▶ PROBLEM TO WORK ON
Look through the records, and whenever a line includes the word "hidden", copy it.

DATASET EXCERPTS section start

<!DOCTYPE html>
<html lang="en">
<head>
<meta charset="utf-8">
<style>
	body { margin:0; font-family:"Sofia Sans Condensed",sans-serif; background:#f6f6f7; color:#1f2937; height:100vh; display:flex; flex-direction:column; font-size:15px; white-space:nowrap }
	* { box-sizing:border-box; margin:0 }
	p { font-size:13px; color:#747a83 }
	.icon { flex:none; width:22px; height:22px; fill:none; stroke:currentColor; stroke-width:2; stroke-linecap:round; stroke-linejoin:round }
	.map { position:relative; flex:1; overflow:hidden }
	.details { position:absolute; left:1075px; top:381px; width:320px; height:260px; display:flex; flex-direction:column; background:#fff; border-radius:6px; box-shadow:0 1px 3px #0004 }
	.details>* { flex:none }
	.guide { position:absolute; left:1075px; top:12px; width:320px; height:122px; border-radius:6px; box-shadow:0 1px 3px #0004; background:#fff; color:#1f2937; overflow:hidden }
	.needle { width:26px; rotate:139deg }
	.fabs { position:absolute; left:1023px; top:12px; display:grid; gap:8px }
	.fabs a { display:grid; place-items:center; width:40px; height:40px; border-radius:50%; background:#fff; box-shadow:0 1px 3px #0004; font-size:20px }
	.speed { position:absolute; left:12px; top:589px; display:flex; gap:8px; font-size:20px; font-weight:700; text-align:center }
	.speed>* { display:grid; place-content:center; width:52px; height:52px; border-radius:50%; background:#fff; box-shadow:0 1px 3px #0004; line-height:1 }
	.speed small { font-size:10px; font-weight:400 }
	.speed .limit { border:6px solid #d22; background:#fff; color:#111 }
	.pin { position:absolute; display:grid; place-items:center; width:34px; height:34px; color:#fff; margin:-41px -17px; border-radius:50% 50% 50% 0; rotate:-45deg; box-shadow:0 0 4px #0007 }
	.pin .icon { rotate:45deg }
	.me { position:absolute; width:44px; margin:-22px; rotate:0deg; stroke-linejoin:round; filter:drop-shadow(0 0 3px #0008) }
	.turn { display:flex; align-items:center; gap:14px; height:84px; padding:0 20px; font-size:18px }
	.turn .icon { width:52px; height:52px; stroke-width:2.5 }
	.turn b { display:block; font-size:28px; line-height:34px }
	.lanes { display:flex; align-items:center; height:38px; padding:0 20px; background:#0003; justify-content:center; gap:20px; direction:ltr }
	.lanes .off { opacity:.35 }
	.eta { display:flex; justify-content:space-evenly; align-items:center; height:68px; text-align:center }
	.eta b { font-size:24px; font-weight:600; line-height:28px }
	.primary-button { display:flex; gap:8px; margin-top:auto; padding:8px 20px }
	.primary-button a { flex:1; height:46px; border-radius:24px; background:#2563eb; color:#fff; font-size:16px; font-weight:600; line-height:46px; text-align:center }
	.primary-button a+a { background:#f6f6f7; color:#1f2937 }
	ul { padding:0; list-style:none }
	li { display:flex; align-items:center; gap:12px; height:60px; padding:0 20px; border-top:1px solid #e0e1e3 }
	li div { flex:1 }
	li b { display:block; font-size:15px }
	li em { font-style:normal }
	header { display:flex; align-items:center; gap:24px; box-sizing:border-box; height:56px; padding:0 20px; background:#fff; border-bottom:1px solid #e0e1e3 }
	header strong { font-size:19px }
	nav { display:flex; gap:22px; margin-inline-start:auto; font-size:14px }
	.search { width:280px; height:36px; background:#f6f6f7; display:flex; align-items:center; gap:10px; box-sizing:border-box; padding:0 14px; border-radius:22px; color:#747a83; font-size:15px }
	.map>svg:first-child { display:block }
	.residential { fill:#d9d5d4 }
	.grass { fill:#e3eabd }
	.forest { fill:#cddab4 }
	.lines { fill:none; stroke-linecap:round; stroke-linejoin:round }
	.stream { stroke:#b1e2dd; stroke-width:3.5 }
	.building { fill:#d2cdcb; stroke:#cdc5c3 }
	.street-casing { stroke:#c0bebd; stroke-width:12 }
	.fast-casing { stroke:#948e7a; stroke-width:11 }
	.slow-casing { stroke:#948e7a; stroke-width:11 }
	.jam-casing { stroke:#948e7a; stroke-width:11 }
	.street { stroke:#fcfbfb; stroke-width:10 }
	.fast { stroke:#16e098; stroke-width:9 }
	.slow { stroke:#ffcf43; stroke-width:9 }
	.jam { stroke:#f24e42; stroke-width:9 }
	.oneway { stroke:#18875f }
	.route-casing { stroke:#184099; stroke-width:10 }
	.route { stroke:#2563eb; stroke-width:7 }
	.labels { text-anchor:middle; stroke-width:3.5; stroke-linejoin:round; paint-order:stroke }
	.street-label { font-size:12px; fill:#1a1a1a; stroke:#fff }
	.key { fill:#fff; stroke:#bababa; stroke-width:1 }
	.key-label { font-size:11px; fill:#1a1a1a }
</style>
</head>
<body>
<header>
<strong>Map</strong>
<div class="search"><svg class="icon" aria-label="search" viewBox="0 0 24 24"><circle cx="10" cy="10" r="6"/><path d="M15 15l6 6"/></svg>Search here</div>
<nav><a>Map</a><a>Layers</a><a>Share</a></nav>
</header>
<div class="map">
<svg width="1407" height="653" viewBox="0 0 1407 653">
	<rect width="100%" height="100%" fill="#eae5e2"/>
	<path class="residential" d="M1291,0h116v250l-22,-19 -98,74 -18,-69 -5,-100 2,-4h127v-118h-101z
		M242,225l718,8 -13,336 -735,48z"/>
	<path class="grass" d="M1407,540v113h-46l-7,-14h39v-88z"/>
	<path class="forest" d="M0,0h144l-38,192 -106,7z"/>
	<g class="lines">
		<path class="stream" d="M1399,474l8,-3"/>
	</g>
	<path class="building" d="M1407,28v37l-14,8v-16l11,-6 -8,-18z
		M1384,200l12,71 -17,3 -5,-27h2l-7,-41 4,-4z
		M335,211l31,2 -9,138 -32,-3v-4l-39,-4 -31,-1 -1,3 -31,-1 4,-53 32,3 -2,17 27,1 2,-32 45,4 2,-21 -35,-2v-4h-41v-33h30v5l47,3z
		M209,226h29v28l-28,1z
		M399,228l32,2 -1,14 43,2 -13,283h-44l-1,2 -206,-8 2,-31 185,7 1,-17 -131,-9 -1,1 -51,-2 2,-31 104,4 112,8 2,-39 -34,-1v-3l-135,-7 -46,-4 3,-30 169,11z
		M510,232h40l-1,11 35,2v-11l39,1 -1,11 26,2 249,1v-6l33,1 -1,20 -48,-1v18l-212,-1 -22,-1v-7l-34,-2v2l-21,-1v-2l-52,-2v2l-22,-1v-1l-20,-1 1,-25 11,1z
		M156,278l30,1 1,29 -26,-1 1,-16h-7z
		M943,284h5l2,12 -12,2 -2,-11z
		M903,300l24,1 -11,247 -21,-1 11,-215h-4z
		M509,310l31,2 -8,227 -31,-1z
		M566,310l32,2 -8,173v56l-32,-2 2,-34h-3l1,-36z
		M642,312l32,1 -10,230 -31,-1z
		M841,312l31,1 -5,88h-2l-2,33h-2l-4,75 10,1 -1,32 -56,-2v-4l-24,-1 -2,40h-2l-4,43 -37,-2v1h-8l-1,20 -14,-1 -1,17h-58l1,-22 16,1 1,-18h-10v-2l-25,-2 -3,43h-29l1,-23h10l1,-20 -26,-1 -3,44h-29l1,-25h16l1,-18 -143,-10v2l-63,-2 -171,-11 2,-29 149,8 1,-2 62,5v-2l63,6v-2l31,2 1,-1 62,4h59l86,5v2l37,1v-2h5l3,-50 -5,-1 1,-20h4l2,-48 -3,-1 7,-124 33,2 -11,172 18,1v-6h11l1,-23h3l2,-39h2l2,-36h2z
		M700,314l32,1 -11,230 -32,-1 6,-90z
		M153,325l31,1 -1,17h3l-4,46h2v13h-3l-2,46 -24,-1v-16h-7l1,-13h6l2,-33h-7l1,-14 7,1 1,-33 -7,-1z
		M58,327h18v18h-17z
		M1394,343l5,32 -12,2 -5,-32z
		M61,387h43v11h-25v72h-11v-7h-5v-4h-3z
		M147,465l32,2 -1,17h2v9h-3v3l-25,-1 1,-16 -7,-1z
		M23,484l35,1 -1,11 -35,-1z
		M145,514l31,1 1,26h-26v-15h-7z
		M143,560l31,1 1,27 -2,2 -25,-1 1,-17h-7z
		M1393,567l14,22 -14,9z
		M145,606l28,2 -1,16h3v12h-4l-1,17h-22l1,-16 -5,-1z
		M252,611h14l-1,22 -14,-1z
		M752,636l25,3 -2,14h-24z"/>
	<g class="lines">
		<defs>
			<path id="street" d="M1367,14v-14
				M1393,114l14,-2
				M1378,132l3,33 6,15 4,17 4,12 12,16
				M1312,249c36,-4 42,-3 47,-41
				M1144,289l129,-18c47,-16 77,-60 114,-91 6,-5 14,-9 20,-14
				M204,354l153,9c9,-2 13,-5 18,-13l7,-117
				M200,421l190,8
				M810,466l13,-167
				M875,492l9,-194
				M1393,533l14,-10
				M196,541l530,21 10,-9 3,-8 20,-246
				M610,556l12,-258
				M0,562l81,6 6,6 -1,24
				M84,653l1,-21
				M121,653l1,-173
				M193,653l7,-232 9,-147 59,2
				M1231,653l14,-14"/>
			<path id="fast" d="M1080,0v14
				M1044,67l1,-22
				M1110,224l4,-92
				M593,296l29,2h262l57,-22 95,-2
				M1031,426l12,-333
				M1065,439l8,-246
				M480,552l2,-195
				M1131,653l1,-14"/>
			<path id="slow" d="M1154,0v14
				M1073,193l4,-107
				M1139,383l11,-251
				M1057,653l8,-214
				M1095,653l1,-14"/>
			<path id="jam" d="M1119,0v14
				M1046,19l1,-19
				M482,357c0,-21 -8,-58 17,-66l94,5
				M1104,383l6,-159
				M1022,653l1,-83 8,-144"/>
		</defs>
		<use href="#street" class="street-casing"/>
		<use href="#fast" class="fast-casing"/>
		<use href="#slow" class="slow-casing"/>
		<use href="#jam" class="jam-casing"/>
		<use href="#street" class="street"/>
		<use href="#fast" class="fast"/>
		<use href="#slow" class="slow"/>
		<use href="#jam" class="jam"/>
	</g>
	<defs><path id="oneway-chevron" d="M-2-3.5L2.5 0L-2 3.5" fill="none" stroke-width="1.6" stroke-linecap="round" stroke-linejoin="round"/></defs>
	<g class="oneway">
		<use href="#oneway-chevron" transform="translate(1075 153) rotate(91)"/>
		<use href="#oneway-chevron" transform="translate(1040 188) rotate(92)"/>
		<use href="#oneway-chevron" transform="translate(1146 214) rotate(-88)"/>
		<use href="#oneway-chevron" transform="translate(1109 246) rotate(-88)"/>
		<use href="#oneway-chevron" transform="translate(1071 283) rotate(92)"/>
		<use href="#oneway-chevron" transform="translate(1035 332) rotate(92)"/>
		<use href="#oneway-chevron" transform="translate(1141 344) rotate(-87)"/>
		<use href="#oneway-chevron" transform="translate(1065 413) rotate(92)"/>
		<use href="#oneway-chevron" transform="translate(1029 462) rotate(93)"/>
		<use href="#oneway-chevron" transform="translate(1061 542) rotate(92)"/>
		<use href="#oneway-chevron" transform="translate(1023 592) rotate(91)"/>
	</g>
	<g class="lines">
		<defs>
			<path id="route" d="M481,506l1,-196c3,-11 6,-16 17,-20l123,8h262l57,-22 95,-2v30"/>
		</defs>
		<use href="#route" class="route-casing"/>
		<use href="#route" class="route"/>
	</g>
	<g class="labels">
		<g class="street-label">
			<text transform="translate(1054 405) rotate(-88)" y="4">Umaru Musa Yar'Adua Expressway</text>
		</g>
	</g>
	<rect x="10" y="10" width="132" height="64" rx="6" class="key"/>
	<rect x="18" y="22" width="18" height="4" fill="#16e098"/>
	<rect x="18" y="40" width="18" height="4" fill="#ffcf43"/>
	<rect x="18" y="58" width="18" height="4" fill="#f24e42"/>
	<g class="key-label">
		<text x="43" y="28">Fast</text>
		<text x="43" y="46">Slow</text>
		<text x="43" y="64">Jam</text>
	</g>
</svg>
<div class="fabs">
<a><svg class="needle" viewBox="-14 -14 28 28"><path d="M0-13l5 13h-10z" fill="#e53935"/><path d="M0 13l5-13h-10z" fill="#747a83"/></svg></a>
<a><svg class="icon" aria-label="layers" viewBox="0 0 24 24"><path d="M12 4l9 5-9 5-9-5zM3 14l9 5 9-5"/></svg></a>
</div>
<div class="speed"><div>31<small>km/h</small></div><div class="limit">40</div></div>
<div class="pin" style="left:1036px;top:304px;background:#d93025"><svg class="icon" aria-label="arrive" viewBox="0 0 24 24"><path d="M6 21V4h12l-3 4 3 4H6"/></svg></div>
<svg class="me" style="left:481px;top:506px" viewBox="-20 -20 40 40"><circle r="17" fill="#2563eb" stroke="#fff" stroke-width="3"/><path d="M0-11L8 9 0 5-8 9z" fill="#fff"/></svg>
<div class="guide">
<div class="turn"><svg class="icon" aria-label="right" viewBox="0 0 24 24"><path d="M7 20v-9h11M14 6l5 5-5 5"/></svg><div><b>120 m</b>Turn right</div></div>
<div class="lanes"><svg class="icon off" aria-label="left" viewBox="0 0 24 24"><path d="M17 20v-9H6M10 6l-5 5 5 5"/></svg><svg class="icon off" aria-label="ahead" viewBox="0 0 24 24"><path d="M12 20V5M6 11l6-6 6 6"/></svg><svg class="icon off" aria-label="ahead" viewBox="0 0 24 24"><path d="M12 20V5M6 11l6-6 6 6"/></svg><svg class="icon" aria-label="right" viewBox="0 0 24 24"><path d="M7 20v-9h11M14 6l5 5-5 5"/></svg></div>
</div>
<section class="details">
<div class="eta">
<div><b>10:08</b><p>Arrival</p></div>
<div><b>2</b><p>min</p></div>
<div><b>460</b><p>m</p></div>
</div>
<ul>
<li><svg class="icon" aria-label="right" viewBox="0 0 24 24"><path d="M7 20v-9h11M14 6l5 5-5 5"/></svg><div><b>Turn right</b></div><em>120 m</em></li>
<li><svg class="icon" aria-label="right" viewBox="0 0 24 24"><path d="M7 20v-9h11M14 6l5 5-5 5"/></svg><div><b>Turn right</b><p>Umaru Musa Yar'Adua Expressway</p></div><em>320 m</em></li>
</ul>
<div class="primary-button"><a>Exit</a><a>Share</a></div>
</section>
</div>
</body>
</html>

DATASET EXCERPTS section end

▶ ANSWER TO THIS EXERCISE
	.map { position:relative; flex:1; overflow:hidden }
	.guide { position:absolute; left:1075px; top:12px; width:320px; height:122px; border-radius:6px; box-shadow:0 1px 3px #0004; background:#fff; color:#1f2937; overflow:hidden }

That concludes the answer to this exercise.